**Task instructions**. Hunt through the entries for the word "direction" and copy each line in which it appears.

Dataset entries
•••••

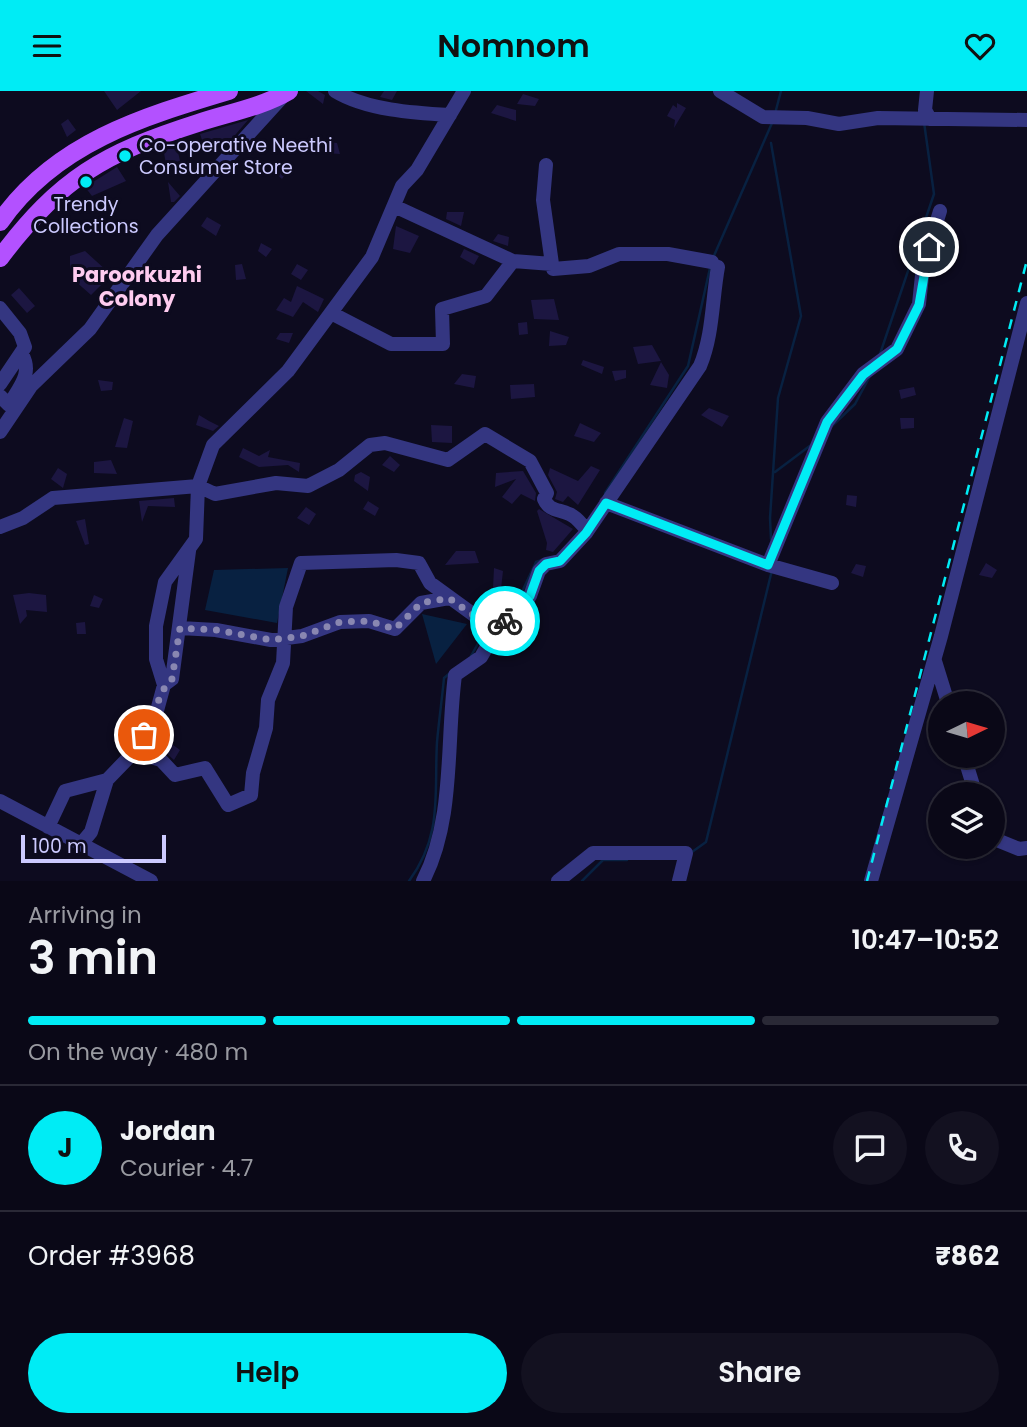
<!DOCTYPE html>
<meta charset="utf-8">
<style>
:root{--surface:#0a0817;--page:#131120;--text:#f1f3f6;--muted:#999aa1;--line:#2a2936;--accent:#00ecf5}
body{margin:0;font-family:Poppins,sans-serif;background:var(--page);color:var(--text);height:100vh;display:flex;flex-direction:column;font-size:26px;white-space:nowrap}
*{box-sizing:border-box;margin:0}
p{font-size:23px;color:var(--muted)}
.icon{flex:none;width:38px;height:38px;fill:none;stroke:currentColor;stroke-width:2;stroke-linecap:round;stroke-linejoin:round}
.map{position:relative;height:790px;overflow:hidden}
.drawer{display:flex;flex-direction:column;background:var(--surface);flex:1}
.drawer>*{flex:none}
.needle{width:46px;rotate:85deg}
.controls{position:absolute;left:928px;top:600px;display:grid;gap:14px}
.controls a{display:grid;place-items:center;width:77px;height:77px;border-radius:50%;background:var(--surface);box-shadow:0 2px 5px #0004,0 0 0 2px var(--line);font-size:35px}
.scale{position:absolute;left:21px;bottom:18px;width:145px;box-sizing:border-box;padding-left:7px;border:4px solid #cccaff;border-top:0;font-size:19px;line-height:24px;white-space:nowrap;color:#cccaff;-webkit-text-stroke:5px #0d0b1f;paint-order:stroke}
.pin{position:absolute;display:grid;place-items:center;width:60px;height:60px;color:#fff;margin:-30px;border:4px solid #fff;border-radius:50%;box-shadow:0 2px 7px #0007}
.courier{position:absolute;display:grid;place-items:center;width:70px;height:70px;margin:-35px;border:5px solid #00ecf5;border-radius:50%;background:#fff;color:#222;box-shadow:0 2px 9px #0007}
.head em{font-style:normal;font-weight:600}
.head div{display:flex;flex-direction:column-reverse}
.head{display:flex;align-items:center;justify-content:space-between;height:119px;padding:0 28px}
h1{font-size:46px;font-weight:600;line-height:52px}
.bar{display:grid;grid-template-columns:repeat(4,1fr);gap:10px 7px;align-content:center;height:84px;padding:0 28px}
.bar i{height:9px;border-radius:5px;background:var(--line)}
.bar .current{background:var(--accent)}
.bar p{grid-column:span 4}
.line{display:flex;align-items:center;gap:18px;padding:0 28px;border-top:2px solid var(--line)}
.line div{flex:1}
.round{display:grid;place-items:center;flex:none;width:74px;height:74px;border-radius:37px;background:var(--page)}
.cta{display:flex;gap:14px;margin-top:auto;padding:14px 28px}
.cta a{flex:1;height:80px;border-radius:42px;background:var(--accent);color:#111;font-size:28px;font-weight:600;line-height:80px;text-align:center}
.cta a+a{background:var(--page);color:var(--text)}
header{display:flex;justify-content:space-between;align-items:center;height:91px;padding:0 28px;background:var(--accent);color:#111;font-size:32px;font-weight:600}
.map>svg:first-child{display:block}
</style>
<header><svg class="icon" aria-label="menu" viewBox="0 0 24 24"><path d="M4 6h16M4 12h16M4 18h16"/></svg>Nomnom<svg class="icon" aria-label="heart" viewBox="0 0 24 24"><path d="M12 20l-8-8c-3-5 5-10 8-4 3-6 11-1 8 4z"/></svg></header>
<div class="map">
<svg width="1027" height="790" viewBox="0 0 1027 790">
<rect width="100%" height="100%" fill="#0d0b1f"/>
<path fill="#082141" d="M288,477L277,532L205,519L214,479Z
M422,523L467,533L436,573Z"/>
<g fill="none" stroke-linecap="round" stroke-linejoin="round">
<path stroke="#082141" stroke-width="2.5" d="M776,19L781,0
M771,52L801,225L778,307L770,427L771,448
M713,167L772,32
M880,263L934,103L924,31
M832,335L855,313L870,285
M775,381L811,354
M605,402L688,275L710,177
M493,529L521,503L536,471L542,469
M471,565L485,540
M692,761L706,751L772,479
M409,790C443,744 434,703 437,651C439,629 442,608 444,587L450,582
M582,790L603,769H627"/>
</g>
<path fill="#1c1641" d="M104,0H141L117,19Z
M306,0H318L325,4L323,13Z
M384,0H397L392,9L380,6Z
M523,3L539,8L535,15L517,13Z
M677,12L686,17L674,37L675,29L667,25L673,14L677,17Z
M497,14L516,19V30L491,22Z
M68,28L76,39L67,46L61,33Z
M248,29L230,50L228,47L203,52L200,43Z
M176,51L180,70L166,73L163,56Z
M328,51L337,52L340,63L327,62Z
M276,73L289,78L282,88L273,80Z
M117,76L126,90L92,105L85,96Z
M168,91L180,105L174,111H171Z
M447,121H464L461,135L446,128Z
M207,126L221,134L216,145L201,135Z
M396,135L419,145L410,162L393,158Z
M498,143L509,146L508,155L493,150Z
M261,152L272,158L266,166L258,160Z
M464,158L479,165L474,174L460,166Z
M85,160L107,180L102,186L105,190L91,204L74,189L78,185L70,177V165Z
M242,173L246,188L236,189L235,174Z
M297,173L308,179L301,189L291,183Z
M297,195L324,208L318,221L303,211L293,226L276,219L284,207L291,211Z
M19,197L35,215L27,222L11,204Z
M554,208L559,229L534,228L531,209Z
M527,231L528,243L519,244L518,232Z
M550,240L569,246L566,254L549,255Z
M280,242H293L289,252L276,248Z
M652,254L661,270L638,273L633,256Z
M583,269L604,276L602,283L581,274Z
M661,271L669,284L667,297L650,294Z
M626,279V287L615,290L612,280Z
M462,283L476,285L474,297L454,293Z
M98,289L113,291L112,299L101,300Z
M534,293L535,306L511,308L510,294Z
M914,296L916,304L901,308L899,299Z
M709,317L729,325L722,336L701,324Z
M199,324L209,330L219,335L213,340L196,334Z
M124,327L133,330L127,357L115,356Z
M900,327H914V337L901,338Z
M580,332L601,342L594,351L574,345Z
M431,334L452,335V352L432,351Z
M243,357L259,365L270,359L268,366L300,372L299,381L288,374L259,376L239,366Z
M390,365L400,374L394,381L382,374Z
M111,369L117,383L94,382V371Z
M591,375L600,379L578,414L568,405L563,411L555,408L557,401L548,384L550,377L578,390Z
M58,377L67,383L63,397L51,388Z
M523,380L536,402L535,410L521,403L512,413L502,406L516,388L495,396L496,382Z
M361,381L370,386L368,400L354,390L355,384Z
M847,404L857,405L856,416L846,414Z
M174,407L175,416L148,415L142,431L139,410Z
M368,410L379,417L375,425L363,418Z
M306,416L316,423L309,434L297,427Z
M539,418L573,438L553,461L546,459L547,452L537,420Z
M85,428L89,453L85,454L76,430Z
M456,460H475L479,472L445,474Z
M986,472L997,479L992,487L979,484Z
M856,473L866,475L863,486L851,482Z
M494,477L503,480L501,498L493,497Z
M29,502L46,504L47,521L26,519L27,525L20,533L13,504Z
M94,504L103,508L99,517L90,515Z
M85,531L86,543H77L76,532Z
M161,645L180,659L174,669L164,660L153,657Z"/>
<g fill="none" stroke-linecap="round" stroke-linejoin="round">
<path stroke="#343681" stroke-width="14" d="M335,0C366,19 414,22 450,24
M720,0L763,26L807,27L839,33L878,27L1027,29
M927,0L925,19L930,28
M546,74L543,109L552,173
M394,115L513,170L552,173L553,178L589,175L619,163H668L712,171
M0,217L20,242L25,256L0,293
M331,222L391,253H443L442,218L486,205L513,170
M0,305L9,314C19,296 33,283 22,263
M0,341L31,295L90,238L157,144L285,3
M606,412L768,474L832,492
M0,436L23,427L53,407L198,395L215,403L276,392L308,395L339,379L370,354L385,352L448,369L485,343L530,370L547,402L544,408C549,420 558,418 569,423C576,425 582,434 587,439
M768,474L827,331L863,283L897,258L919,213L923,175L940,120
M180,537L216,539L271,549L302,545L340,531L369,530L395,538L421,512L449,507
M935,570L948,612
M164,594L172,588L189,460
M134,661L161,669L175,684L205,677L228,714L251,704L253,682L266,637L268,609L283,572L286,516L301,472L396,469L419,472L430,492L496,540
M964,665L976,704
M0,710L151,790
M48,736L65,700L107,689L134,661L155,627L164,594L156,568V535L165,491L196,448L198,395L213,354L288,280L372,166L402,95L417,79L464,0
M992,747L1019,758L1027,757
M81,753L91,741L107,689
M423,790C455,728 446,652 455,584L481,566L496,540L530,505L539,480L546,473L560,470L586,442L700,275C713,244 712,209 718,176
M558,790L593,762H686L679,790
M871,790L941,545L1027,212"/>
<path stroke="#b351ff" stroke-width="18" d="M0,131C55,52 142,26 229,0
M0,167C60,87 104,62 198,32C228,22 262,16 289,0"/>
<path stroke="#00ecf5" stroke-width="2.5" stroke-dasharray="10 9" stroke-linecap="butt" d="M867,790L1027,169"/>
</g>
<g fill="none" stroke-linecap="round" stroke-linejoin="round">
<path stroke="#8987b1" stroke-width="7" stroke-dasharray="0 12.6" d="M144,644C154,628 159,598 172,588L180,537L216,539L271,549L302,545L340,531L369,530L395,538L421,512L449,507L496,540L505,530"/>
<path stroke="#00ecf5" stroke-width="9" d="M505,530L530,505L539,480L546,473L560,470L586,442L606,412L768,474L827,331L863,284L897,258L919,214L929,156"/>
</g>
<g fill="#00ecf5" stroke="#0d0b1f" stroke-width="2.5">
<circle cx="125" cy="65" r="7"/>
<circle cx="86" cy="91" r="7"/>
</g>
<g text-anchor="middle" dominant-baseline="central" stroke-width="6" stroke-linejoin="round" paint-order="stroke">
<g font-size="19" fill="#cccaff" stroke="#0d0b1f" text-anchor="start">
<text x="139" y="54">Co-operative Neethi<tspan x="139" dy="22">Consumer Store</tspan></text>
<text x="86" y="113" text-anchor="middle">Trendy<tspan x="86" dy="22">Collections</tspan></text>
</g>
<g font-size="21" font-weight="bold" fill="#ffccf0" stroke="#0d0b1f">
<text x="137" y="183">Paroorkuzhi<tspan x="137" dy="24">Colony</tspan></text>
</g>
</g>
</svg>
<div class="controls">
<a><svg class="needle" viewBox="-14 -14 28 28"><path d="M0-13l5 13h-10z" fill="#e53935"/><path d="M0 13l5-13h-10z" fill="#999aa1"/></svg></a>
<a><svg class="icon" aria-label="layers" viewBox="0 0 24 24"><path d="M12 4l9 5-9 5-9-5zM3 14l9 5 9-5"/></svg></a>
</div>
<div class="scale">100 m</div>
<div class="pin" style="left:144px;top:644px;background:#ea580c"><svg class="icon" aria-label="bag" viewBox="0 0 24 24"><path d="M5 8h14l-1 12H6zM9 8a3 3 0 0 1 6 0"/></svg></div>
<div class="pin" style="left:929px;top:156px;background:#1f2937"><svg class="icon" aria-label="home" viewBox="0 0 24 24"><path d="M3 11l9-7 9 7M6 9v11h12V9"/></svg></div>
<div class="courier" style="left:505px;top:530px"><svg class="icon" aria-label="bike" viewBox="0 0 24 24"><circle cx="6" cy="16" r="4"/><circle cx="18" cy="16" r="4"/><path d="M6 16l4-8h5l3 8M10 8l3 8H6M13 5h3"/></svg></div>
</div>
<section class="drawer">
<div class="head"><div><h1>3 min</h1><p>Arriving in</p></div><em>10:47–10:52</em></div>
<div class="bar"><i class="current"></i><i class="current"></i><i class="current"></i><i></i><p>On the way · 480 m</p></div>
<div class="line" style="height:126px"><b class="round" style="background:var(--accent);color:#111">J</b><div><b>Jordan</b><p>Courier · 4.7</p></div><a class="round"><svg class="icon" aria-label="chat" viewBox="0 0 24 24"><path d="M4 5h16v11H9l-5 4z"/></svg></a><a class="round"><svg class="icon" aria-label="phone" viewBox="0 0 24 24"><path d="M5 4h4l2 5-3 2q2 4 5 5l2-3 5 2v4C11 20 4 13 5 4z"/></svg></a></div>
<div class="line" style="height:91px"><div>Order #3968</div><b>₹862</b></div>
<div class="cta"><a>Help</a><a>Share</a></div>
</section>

•••••

**Solved exercise**.
body{margin:0;font-family:Poppins,sans-serif;background:var(--page);color:var(--text);height:100vh;display:flex;flex-direction:column;font-size:26px;white-space:nowrap}
.drawer{display:flex;flex-direction:column;background:var(--surface);flex:1}
.head div{display:flex;flex-direction:column-reverse}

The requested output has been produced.